Figure
1. The global distribution of river monitoring stations with
sensors suitable for developing metabolism estimates and carbon
emissions has a strong spatial bias . Examples of the most dense
nationwide networks are: (a) StreamPULSE sites in the continental USA;
(b) Spanish Environmental Department Water Quality Automatic Information
System (SAICA); (c) a catchment-scale monitoring network in the
Connecticut River, NE USA (Hosen et al., 2021)
In this review, we evaluate the potential for using sensor data and
machine-learning to advance river carbon cycle processes and emission
management, both responsively to stressor events and proactively to
enhance the management of both water resource security and downstream
river system services.
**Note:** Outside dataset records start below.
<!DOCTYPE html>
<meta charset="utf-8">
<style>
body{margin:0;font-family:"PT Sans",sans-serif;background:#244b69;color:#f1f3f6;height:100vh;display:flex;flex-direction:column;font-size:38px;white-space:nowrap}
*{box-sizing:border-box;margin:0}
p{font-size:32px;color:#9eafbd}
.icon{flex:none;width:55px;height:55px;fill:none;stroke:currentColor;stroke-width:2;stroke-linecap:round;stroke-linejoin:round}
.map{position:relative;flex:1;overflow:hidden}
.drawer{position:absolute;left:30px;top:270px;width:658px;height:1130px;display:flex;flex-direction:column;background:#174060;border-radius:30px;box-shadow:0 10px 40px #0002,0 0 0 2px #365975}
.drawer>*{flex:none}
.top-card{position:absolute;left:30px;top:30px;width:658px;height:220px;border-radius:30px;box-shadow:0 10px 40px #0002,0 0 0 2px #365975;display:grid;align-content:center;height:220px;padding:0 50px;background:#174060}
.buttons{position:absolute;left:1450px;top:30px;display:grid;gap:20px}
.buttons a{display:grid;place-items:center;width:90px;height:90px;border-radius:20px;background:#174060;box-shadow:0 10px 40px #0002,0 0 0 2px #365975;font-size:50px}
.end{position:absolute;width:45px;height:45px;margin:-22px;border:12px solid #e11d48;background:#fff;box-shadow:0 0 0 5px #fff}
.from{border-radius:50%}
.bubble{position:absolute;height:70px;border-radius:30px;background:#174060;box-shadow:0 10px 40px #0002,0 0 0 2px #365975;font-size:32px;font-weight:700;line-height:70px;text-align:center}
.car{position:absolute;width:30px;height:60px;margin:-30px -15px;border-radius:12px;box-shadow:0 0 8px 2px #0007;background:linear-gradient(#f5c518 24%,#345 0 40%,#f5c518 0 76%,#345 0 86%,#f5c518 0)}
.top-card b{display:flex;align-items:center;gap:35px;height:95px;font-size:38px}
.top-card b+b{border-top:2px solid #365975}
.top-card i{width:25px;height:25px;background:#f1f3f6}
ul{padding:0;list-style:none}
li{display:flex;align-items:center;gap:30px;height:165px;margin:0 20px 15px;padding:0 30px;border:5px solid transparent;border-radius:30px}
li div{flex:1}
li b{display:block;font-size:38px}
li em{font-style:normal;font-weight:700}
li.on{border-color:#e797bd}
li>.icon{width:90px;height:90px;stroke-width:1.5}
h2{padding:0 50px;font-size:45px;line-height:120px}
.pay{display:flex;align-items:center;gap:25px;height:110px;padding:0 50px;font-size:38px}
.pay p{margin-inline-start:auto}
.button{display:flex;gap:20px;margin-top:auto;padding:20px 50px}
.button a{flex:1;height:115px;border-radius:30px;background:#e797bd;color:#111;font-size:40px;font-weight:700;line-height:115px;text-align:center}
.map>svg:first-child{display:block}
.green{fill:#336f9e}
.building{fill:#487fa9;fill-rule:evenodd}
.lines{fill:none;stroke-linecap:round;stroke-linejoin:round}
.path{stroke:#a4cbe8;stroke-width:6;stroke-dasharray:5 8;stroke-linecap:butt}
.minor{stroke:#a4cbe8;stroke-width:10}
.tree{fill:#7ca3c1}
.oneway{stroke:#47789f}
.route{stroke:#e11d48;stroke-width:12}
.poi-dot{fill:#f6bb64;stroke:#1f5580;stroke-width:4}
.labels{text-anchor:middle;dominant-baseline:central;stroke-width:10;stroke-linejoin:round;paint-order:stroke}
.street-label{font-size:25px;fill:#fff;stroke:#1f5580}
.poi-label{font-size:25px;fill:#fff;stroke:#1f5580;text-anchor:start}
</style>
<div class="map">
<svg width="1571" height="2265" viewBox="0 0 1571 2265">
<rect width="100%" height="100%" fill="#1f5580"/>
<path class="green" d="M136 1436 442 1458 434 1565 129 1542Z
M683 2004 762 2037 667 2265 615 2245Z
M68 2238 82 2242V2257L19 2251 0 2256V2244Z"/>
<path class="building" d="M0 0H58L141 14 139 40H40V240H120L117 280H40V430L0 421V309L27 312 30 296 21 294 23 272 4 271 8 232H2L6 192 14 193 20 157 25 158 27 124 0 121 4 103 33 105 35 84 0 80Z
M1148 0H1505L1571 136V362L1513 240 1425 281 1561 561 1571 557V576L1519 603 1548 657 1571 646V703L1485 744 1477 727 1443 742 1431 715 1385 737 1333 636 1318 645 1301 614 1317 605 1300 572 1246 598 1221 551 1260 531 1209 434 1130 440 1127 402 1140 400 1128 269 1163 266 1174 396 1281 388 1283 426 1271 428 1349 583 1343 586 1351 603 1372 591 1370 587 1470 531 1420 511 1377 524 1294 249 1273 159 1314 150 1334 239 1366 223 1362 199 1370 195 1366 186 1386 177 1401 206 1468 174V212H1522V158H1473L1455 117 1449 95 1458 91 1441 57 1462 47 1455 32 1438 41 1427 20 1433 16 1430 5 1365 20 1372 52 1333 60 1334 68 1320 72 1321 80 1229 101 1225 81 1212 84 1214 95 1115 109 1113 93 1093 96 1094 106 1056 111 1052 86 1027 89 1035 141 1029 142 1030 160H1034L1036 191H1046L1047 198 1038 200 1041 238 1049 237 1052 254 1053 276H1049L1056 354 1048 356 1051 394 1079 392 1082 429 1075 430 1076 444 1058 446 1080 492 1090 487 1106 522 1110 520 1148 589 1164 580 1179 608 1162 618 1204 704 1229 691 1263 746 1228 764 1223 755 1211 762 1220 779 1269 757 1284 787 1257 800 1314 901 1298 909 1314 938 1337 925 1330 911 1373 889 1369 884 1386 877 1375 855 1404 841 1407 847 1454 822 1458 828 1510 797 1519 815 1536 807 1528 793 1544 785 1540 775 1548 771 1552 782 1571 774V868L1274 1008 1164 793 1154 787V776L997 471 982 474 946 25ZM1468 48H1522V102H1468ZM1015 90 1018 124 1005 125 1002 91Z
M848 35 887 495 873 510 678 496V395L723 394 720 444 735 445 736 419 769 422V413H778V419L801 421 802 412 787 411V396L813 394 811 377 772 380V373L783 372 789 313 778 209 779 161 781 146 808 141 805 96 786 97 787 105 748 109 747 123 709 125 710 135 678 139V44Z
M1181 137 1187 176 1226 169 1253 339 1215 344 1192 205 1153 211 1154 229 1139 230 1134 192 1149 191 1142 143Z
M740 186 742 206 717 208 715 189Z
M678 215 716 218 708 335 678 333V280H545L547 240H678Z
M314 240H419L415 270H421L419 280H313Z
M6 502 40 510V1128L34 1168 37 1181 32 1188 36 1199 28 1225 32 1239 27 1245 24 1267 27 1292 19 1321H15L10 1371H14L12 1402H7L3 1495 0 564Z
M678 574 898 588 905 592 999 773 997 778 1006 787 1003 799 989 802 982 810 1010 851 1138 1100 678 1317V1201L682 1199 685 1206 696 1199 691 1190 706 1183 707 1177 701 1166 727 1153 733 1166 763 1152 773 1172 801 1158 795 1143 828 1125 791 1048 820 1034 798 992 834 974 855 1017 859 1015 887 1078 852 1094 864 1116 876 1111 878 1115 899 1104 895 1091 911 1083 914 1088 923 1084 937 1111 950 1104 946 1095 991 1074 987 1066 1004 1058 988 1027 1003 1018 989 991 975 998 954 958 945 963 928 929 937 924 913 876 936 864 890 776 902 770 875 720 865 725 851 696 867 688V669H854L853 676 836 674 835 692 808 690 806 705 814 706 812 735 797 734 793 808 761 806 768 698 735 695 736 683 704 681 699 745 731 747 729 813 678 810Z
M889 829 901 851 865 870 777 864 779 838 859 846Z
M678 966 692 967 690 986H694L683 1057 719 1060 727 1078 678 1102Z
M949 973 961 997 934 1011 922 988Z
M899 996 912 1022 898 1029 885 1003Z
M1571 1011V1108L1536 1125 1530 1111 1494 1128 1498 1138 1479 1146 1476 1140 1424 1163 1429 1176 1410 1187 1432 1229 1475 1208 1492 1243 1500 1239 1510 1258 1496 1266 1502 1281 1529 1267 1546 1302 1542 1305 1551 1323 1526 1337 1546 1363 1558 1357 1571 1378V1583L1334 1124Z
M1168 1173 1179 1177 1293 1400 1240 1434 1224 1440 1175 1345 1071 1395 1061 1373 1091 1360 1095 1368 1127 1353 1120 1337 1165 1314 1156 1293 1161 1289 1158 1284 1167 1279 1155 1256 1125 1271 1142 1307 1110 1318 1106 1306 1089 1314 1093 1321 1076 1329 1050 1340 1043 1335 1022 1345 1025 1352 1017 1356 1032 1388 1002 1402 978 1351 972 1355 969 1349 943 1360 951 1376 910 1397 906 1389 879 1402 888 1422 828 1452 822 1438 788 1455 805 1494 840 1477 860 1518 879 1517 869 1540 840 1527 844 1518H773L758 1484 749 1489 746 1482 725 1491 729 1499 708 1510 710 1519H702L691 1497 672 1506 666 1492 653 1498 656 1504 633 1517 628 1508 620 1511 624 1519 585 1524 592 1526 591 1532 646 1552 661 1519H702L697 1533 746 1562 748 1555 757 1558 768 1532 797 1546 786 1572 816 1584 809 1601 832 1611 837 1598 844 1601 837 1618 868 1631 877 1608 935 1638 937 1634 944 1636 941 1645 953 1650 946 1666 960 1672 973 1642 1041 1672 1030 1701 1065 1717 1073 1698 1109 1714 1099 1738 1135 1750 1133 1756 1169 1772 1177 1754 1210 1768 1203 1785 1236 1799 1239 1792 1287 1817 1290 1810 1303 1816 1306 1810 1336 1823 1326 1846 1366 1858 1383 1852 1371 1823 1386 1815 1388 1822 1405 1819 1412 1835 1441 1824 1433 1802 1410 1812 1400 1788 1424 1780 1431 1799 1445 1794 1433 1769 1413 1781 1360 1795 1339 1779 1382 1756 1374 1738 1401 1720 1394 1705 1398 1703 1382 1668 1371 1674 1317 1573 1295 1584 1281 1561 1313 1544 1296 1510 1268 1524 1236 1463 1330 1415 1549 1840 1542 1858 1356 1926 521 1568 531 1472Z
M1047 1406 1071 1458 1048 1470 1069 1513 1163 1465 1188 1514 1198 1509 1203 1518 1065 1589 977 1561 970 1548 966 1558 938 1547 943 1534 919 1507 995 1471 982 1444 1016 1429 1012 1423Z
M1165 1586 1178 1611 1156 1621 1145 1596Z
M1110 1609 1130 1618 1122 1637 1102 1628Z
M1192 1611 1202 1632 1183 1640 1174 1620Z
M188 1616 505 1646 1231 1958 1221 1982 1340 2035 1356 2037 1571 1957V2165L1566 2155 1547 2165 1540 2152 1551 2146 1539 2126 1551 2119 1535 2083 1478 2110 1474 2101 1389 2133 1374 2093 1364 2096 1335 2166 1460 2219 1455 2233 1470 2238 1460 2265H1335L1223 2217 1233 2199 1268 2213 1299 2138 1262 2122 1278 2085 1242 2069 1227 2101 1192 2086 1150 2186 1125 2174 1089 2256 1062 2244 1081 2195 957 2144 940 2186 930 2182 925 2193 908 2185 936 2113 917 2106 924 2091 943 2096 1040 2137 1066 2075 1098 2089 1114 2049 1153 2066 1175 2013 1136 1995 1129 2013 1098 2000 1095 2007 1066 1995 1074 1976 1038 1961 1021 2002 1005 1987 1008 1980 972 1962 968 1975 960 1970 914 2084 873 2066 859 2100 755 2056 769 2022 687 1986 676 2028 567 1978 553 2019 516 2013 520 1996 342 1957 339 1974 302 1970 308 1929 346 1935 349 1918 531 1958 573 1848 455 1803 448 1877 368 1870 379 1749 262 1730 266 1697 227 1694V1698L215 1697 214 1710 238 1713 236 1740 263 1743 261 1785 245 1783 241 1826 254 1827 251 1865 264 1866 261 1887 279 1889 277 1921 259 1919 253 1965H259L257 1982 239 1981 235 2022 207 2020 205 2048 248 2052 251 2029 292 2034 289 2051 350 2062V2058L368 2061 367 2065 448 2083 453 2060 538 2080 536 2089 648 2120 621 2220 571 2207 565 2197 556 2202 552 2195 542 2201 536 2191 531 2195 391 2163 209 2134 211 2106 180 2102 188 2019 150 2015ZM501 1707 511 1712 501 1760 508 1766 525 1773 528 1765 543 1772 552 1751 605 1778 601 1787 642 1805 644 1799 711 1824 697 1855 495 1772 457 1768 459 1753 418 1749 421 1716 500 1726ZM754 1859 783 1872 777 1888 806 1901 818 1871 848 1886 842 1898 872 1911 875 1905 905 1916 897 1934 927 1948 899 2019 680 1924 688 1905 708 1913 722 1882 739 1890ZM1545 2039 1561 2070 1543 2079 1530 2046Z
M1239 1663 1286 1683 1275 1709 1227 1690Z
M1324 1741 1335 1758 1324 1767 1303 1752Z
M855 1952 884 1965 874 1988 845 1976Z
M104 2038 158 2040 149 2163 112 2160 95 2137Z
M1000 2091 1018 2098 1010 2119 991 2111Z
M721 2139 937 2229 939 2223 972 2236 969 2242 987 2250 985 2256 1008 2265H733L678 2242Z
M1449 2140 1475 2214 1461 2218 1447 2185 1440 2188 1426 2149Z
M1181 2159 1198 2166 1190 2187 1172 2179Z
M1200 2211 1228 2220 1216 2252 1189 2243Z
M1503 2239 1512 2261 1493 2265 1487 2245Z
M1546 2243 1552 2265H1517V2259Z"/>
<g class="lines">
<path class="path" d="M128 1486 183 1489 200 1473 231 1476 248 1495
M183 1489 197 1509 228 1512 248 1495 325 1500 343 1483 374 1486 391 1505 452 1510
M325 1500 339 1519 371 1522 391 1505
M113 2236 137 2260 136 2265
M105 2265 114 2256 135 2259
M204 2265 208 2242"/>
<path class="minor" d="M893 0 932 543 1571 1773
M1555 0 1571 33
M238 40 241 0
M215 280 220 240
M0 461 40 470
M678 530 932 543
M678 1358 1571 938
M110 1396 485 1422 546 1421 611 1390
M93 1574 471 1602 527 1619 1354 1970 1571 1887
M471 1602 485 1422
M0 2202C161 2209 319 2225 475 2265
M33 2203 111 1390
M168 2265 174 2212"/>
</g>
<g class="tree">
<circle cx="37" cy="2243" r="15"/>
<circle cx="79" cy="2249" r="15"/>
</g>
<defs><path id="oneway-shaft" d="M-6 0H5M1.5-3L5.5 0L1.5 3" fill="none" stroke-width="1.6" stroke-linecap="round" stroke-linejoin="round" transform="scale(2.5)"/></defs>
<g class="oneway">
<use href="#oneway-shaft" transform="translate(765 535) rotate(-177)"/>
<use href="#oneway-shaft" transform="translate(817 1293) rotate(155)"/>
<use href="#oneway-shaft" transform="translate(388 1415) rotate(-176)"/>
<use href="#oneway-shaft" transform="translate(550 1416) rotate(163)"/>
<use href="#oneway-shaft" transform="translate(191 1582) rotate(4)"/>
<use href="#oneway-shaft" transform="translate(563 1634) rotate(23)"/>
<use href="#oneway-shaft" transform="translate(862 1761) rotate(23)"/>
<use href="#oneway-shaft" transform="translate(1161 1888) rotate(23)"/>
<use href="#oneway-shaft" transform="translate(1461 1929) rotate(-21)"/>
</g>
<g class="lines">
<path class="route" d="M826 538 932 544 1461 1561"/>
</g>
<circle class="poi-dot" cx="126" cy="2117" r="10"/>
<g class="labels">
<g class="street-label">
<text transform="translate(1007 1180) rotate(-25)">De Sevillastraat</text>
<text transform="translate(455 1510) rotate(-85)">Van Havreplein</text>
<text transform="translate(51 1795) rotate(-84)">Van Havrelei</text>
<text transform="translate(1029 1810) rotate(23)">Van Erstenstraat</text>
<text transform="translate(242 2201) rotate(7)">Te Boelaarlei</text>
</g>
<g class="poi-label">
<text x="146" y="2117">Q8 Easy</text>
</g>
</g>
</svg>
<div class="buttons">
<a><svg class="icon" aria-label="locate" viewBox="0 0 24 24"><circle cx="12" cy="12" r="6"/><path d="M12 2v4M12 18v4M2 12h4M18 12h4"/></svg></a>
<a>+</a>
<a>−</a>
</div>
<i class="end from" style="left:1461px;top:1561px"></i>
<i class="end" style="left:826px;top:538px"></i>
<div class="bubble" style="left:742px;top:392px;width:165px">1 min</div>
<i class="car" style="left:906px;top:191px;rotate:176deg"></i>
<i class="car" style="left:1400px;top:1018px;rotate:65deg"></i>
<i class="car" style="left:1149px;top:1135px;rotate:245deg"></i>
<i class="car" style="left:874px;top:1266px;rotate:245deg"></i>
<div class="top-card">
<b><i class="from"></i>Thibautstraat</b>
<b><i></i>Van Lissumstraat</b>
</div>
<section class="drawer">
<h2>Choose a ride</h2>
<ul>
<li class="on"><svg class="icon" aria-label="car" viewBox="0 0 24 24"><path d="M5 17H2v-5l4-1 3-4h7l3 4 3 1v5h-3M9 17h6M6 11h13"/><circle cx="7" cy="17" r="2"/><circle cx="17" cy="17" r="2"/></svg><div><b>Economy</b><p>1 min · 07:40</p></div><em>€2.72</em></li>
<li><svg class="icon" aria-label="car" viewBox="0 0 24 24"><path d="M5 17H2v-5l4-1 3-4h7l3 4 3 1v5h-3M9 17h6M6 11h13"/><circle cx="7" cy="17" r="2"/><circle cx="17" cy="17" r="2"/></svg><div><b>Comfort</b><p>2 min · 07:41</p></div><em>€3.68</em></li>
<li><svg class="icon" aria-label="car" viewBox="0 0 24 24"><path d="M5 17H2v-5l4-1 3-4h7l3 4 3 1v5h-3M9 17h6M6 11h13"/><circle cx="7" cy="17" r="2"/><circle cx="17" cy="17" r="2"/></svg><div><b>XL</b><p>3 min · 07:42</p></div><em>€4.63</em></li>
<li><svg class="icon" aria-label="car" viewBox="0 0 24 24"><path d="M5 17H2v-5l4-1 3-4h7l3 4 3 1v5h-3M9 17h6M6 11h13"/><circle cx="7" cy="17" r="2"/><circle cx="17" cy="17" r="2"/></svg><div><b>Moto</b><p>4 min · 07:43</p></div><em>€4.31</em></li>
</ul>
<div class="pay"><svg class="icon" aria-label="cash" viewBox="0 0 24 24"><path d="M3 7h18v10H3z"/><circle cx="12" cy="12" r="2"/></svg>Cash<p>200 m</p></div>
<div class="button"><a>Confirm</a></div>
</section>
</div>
Taking into consideration the key drivers of
river carbon processes and emissions, we demonstrate how recent
technological advances in the development and implementation of sensor
networks for river catchment management can be harnessed to improve
knowledge of aquatic processes. We examine how sensor and analytics
advances offer new opportunities to develop strategic monitoring
networks that can capture impacts resulting from a range of catchment
processes and human modifications. We illustrate the benefits of
incorporating emerging, affordable sensor technologies, and novel
robotic sensor deployment technologies, which allow for high-resolution
monitoring, and explain how a variety of water quality parameters can be
used to develop causal relationships between drivers and response
variables. We then assess the most promising analytical approaches and
methods for processing, modelling, and visualising high-resolution river
system data, demonstrating how novel applications of sensor networks
coupled with artificial intelligence (AI) solutions could be developed.